**Work order:**
Retype the data that follows, keeping every character the same.

**Extracted records:**

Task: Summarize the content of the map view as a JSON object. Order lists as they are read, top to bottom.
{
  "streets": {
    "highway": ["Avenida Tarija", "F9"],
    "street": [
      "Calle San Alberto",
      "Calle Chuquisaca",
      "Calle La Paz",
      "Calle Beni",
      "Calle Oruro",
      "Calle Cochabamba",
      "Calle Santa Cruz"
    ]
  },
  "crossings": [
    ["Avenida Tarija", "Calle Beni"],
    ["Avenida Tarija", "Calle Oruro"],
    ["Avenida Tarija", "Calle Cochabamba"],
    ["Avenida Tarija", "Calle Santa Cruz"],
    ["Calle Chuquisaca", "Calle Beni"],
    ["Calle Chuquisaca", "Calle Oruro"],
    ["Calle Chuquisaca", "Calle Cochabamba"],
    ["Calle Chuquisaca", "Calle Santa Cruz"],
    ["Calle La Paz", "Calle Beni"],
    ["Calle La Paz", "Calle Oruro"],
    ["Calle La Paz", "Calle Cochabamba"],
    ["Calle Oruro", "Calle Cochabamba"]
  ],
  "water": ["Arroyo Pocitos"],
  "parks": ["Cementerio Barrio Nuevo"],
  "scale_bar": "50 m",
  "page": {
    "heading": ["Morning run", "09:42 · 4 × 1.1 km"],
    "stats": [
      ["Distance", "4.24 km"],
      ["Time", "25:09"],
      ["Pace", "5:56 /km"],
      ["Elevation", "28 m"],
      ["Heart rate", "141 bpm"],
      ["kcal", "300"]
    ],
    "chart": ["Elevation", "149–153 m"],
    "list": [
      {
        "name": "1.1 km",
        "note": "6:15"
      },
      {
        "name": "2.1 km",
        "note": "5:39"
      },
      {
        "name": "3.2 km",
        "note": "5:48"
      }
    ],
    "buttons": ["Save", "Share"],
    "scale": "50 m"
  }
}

**Response area:**
Task: Summarize the content of the map view as a JSON object. Order lists as they are read, top to bottom.
{
  "streets": {
    "highway": ["Avenida Tarija", "F9"],
    "street": [
      "Calle San Alberto",
      "Calle Chuquisaca",
      "Calle La Paz",
      "Calle Beni",
      "Calle Oruro",
      "Calle Cochabamba",
      "Calle Santa Cruz"
    ]
  },
  "crossings": [
    ["Avenida Tarija", "Calle Beni"],
    ["Avenida Tarija", "Calle Oruro"],
    ["Avenida Tarija", "Calle Cochabamba"],
    ["Avenida Tarija", "Calle Santa Cruz"],
    ["Calle Chuquisaca", "Calle Beni"],
    ["Calle Chuquisaca", "Calle Oruro"],
    ["Calle Chuquisaca", "Calle Cochabamba"],
    ["Calle Chuquisaca", "Calle Santa Cruz"],
    ["Calle La Paz", "Calle Beni"],
    ["Calle La Paz", "Calle Oruro"],
    ["Calle La Paz", "Calle Cochabamba"],
    ["Calle Oruro", "Calle Cochabamba"]
  ],
  "water": ["Arroyo Pocitos"],
  "parks": ["Cementerio Barrio Nuevo"],
  "scale_bar": "50 m",
  "page": {
    "heading": ["Morning run", "09:42 · 4 × 1.1 km"],
    "stats": [
      ["Distance", "4.24 km"],
      ["Time", "25:09"],
      ["Pace", "5:56 /km"],
      ["Elevation", "28 m"],
      ["Heart rate", "141 bpm"],
      ["kcal", "300"]
    ],
    "chart": ["Elevation", "149–153 m"],
    "list": [
      {
        "name": "1.1 km",
        "note": "6:15"
      },
      {
        "name": "2.1 km",
        "note": "5:39"
      },
      {
        "name": "3.2 km",
        "note": "5:48"
      }
    ],
    "buttons": ["Save", "Share"],
    "scale": "50 m"
  }
}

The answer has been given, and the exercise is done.